──────── ENTRIES SUPPLIED ────────

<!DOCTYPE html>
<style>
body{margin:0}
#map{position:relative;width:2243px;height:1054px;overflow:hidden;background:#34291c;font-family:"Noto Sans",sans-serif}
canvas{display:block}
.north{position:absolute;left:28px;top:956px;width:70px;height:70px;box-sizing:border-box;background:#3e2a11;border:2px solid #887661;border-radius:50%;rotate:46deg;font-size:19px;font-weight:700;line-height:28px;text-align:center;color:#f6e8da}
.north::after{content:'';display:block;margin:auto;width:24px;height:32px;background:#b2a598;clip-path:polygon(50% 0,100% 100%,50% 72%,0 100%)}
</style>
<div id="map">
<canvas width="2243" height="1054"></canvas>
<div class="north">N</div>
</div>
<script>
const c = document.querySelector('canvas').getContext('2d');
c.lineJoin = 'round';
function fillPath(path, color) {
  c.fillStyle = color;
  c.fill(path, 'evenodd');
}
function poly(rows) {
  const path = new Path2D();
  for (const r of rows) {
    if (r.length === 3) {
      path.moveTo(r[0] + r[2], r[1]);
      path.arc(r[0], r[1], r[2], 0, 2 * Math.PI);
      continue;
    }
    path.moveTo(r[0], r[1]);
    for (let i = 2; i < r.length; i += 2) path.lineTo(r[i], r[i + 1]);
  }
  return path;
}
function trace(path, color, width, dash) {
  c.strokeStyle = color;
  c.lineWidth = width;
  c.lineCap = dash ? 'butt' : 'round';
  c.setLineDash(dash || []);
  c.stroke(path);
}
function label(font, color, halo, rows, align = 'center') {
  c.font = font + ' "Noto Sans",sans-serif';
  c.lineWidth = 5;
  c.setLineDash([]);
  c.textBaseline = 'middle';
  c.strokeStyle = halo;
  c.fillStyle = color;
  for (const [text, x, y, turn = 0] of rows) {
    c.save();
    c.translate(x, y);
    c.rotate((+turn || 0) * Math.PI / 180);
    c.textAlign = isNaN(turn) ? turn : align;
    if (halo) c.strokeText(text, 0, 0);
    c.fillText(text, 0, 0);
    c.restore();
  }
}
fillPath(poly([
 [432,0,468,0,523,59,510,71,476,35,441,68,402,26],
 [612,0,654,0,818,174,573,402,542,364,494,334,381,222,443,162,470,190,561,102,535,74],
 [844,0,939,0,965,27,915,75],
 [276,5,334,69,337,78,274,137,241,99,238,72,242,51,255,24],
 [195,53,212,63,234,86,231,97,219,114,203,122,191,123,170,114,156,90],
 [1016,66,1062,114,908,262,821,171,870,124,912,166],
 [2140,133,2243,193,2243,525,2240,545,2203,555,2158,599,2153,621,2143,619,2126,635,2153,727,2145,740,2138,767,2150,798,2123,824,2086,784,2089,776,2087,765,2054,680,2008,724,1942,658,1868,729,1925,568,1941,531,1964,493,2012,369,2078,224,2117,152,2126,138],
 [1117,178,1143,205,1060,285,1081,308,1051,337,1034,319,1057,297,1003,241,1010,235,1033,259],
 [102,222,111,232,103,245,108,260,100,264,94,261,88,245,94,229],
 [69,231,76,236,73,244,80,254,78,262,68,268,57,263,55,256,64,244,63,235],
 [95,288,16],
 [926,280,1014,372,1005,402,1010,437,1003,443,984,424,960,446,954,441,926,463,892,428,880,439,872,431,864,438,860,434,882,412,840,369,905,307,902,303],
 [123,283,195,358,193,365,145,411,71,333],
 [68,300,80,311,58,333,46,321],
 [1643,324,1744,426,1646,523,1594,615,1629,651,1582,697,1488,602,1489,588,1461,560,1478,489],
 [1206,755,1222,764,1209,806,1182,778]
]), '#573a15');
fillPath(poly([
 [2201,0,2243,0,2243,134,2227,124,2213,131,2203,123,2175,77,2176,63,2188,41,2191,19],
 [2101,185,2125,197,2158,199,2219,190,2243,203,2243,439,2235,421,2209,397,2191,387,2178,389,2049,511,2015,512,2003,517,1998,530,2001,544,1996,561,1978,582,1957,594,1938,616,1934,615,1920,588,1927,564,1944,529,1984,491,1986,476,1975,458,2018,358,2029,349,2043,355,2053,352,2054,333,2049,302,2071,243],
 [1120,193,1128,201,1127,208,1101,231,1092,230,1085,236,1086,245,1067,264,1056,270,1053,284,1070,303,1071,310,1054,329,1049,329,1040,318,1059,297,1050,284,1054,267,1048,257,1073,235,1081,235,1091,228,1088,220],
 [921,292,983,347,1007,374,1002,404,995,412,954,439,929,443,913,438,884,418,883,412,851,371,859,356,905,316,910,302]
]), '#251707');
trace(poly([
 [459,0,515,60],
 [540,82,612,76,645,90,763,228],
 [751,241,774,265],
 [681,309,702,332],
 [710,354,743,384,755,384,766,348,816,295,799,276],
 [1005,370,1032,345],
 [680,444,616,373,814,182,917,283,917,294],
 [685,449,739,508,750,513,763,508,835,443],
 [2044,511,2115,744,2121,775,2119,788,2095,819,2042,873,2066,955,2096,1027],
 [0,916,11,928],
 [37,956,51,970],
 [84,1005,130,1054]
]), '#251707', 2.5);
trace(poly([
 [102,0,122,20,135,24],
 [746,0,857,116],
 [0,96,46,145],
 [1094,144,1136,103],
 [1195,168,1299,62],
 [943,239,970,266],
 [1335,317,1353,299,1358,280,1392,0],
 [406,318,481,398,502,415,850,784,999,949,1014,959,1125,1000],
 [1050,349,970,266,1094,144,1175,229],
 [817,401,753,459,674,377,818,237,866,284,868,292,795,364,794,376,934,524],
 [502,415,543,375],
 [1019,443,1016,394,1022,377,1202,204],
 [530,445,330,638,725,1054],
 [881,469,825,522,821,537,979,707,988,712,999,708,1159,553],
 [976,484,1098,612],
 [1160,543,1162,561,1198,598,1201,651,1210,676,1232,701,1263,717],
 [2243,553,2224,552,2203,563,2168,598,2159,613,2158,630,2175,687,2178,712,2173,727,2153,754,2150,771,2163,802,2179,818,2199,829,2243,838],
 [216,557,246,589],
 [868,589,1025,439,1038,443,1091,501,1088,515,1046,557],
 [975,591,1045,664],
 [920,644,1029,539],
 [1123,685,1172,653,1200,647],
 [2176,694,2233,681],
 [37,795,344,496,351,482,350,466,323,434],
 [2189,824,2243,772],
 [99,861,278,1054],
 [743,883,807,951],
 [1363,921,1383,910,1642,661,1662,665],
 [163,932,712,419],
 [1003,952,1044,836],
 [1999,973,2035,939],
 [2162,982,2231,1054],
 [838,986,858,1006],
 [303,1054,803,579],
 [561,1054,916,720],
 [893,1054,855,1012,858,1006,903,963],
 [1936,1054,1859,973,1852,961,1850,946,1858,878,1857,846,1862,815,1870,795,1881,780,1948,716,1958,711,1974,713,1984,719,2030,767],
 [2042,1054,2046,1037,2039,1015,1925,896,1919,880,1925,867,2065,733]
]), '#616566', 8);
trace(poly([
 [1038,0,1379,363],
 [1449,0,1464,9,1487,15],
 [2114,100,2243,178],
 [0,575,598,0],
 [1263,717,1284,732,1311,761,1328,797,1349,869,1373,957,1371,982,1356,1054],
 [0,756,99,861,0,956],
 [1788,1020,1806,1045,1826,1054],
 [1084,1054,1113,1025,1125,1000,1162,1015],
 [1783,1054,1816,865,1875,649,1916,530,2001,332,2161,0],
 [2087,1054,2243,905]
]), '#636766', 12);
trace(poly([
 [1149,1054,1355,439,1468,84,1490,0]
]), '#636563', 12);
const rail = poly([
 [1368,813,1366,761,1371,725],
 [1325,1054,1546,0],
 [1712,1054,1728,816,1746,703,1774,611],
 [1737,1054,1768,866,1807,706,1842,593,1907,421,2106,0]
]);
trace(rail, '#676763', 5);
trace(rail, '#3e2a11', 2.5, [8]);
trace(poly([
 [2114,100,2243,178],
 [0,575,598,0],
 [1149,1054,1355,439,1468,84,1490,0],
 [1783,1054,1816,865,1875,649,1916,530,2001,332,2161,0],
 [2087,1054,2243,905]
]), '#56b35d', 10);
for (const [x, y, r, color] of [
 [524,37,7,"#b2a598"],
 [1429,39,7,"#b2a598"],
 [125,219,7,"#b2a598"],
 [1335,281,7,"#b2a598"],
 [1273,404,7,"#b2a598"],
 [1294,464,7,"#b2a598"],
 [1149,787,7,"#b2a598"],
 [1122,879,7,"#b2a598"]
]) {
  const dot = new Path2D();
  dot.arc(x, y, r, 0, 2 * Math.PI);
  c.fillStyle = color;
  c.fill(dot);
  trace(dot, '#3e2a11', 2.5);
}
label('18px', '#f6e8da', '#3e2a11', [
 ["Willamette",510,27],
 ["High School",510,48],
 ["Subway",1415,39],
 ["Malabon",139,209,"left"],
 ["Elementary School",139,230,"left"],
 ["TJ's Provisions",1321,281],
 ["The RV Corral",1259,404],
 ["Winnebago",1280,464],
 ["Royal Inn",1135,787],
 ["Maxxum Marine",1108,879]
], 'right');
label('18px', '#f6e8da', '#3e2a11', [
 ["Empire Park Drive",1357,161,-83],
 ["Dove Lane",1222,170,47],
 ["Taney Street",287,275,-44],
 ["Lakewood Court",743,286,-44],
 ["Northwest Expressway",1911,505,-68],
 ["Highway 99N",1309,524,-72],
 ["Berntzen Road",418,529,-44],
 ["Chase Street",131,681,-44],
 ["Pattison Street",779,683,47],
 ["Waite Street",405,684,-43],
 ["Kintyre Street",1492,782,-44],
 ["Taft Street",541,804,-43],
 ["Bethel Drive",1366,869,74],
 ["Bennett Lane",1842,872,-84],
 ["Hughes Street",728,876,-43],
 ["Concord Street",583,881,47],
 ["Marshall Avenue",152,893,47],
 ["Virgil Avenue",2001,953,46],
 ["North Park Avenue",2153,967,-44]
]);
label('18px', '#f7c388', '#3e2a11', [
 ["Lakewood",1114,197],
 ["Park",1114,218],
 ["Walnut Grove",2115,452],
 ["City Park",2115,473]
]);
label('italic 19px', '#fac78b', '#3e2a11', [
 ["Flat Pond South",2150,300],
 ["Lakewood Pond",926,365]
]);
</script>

────────

» DIRECTIONS FOR THIS TASK: Scan the data for the string "Math" and copy each line in which it occurs.

» SOLVED PROBLEM:
      path.arc(r[0], r[1], r[2], 0, 2 * Math.PI);
    c.rotate((+turn || 0) * Math.PI / 180);
  dot.arc(x, y, r, 0, 2 * Math.PI);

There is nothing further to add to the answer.